Eastside Resident Environmental Health Working Group
http://eastsideenvironmental.org

Recommended Environmental Actions presented to FCA

These recommendations were presented to FCA at a meeting at their Auburn Hills Headquarters on August 2, 2019. This meeting was initiated by Senator Stephanie Chang. Representatives from Detroit People’s Platform and the Eastside Resident Environmental Health Working Group were uninvited to the meeting by FCA. Even though FCA uninvited our representatives, these recommendations and others were presented in the meeting by representatives from other groups that support them.

  1. Air quality monitoring at settings with vulnerable populations– Head Starts, K-12 schools (especially elementary schools), and senior resident buildings, in addition to monitors on the facility’s property. Prior to submitting the plan to EGLE, the locations for air quality monitoring stations should be determined with community support and buy-in through community engagement process.

  2. Air filtration systems within settings with vulnerable populations– Head Starts, K-12 schools (especially elementary schools), and senior resident buildings and ensuring that these are maintained over time. The locations for air filtration systems should be determined with community support and buy-in through community engagement process.

  3. Developing and supporting a community health fund. FCA should utilize the City of Detroit’s environmental health fund to house those funds. $5 million from FCA to support this fund is the ask. Learn more about the existing Public Health Fund.

  4. Vegetative buffers – These can make an impact on pollution concentrations from emissions from the facility as well as trucks on the roads.

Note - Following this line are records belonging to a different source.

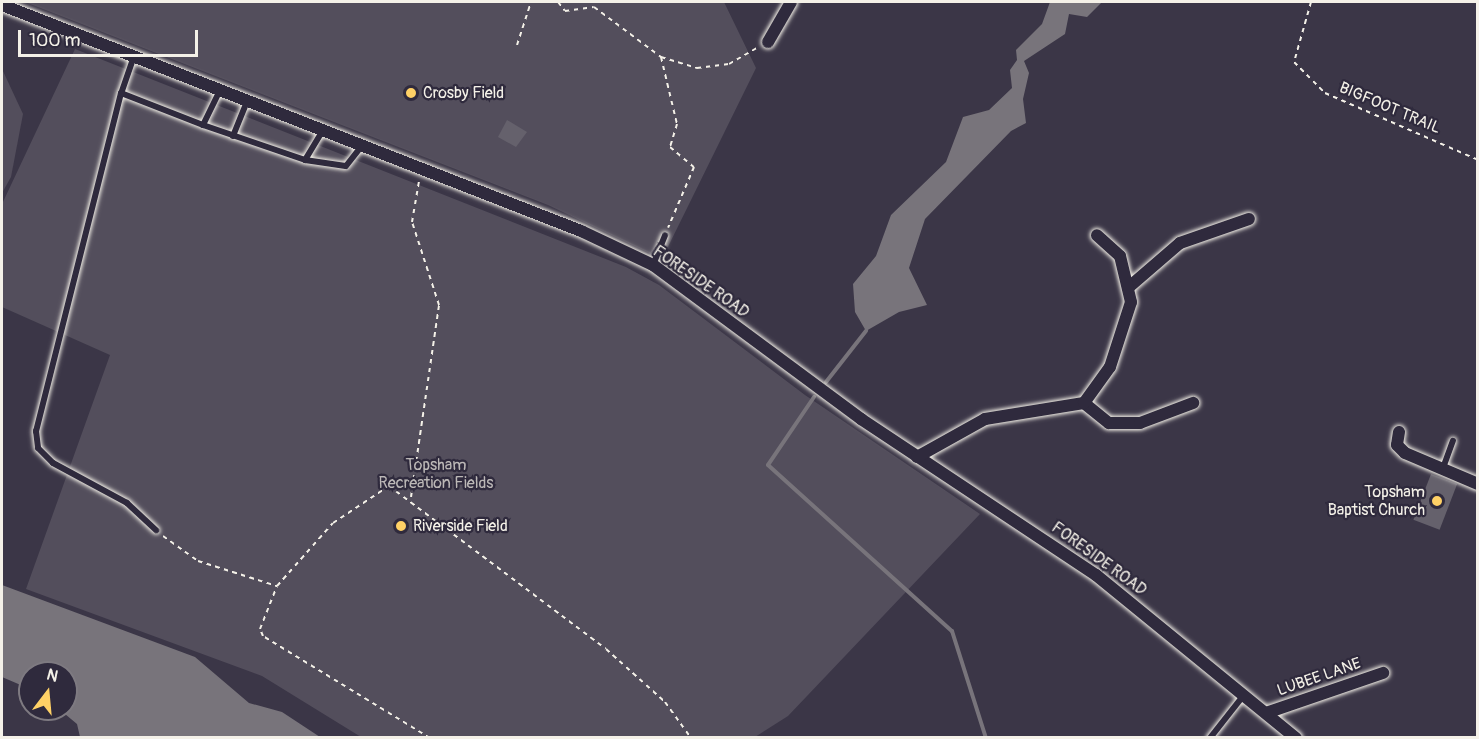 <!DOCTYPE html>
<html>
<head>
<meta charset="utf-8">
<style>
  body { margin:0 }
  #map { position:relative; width:1479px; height:739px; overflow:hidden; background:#3b3647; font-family:Pangolin,sans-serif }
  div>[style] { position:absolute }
  .green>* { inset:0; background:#534e5c }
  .water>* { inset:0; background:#78747b }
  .stream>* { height:4px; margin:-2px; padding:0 2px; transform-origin:2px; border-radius:2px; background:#78747b }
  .building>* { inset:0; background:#65616c; transform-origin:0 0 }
  .path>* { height:2px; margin-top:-1px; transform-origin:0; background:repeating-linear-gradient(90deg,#f4f1e8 0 4.5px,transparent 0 9px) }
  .roads { filter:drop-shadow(0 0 2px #f4f1e8) drop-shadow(0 0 2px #f4f1e8) }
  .service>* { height:6px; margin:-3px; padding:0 3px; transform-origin:3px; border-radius:3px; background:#2f2a3d }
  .minor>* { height:12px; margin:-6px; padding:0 6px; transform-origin:6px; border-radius:6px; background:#2f2a3d }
  .dots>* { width:16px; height:16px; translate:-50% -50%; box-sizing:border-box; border:3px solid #2f2a3d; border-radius:50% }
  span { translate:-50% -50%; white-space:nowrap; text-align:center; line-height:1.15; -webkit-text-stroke:4.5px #2f2a3d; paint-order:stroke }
  .poi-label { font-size:16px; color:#f4f1e8 }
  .left { translate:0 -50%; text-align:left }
  .right { translate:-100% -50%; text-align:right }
  .street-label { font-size:16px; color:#f4f1e8 }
  .park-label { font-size:16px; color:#bcb8b7 }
  .frame { position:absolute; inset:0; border:3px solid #f4f1e8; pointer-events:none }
  .north { position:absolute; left:18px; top:661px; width:60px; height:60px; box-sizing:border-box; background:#2f2a3d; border:2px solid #7e7a81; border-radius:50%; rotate:16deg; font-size:16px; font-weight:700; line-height:24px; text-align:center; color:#f4f1e8 }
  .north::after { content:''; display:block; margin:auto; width:21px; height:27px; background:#ffd166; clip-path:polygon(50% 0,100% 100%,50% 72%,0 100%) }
  .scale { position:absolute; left:18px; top:30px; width:180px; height:27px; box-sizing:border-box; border:3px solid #f4f1e8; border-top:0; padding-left:8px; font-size:18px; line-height:21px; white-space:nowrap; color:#f4f1e8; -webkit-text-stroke:4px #2f2a3d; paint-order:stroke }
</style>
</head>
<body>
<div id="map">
  <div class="green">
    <div style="clip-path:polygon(25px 2px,724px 2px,756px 68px,662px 259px,548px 205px)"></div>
    <div style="clip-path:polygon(75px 49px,626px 267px,659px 285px,805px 395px,980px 514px,788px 716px,755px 737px,361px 737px,262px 676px,26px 589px,110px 355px,2px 307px,2px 204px)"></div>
    <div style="clip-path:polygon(2px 69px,23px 114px,11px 177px,2px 193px)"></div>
  </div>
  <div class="water">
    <div style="clip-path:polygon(1050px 2px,1102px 2px,1087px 17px,1069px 14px,1065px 34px,1024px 61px,1029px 73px,1023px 99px,1026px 123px,1011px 131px,925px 219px,909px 268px,927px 305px,899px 312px,866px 331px,855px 312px,853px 284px,876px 256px,891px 215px,946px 162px,963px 117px,989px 110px,1012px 88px,1010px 70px,1017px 60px,1016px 50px,1042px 24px)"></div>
    <div style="clip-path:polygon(2px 585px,195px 657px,249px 703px,282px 712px,320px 737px,80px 737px,77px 724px,59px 709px,66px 709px,66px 673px,30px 673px,30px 689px,2px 677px)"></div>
  </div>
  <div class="stream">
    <div style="left:826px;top:382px;width:65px;rotate:-51.9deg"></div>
    <div style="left:814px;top:397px;width:82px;rotate:124.1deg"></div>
    <div style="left:768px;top:465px;width:248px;rotate:42.1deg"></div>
    <div style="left:952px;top:631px;width:112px;rotate:72.4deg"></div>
  </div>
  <div class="building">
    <div style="clip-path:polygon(507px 120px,527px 132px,516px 147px,498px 137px)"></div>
    <div style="left:1431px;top:474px;width:28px;height:49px;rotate:21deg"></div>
  </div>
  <div class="path">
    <div style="left:558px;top:2px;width:11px;rotate:52deg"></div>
    <div style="left:565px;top:11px;width:29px;rotate:-8deg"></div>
    <div style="left:594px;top:7px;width:84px;rotate:36.7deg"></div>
    <div style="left:661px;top:57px;width:69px;rotate:76.6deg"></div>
    <div style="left:677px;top:124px;width:24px;rotate:107deg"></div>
    <div style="left:670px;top:147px;width:31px;rotate:40deg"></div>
    <div style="left:694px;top:167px;width:66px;rotate:113.1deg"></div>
    <div style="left:1311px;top:2px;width:62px;rotate:105.8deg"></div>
    <div style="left:1294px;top:62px;width:44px;rotate:45deg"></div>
    <div style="left:1325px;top:93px;width:167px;rotate:23.6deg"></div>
    <div style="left:517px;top:45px;width:45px;rotate:-72deg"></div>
    <div style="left:661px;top:57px;width:38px;rotate:17deg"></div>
    <div style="left:697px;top:68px;width:32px;rotate:-7deg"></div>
    <div style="left:729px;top:64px;width:32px;rotate:-30deg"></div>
    <div style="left:411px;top:497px;width:194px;rotate:-81.7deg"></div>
    <div style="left:439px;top:305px;width:87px;rotate:-108deg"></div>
    <div style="left:412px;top:222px;width:42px;rotate:-80.3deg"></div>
    <div style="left:163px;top:536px;width:43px;rotate:35.5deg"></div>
    <div style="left:198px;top:561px;width:83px;rotate:17.6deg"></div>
    <div style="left:430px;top:738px;width:196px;rotate:-148.6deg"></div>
    <div style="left:263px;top:636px;width:8px;rotate:-113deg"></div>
    <div style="left:260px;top:629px;width:46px;rotate:-68.4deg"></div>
    <div style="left:277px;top:586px;width:84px;rotate:-48.4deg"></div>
    <div style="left:333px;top:523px;width:67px;rotate:-33.5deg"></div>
    <div style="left:389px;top:486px;width:271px;rotate:36.9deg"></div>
    <div style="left:606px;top:649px;width:79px;rotate:41.9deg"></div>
    <div style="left:665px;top:702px;width:44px;rotate:54.2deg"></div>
  </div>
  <div class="roads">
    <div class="service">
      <div style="left:133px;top:59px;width:36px;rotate:109deg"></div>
      <div style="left:121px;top:93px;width:88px;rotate:21.3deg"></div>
      <div style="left:203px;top:125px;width:108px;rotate:18.9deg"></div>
      <div style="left:305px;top:160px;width:41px;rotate:8.3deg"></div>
      <div style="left:346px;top:166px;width:24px;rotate:-52deg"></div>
      <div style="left:121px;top:93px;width:349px;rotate:104.1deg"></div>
      <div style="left:36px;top:431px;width:17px;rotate:83deg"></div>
      <div style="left:38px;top:448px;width:21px;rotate:45deg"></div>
      <div style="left:53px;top:463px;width:84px;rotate:28.4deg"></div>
      <div style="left:127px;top:503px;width:40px;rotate:43deg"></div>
      <div style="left:203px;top:125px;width:37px;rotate:-64deg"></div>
      <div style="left:233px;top:136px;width:35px;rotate:-68deg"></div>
      <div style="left:305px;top:160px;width:33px;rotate:-59deg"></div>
      <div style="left:653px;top:265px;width:32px;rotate:-68deg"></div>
      <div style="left:1443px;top:468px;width:29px;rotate:-70deg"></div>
      <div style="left:1210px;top:738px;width:55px;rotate:-51.7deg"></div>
    </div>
    <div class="minor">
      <div style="left:2px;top:5px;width:622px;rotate:21.32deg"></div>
      <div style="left:581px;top:231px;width:80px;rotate:25.3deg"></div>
      <div style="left:653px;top:265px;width:259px;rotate:36.5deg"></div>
      <div style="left:861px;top:419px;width:282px;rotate:33.6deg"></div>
      <div style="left:1096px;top:575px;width:258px;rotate:39.2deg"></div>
      <div style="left:768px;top:42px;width:46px;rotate:-60.1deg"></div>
      <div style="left:1129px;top:287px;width:67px;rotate:-40.8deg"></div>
      <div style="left:1180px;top:243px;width:73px;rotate:-19.2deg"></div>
      <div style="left:1084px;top:403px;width:32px;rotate:39deg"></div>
      <div style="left:1109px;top:423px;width:31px"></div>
      <div style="left:1140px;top:423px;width:57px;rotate:-20.7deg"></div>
      <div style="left:1399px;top:432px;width:13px;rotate:99deg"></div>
      <div style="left:1397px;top:445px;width:11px;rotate:45deg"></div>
      <div style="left:1405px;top:453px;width:79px;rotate:23deg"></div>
      <div style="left:917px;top:457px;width:78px;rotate:-29.2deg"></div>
      <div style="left:985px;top:419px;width:100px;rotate:-9.2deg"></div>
      <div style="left:1084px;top:403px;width:44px;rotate:-54.2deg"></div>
      <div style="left:1110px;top:367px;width:68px;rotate:-72.1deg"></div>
      <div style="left:1131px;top:302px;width:47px;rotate:-103.4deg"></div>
      <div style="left:1120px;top:256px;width:31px;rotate:-138deg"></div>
      <div style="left:1266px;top:713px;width:124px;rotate:-18.9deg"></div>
    </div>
  </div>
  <div class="dots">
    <div style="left:411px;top:93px;background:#ffd166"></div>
    <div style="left:1437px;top:501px;background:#ffd166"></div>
    <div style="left:401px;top:526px;background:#ffd166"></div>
  </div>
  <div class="poi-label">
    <span class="left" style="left:423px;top:93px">Crosby Field</span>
    <span class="right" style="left:1425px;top:501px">Topsham<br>Baptist Church</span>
    <span class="left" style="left:413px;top:526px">Riverside Field</span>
  </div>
  <div class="street-label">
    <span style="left:1390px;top:108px;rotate:23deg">BIGFOOT TRAIL</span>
    <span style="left:701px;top:282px;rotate:35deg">FORESIDE ROAD</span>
    <span style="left:1099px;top:559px;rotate:36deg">FORESIDE ROAD</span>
    <span style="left:1319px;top:677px;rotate:-19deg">LUBEE LANE</span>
  </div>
  <div class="park-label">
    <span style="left:436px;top:474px">Topsham<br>Recreation Fields</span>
  </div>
  <div class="frame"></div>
  <div class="north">N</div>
  <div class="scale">100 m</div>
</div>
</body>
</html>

We are not certain that the direct and immediate benefit to indoor air quality, where children spend most of their time, will be as advantageous as the two listed above.

  5. Regular community meetings in partnership with local and environmental organizations, to give updates on the emissions data from the air monitors, take feedback, and engage with the community on environmental and public health issues on a quarterly or bimonthly basis.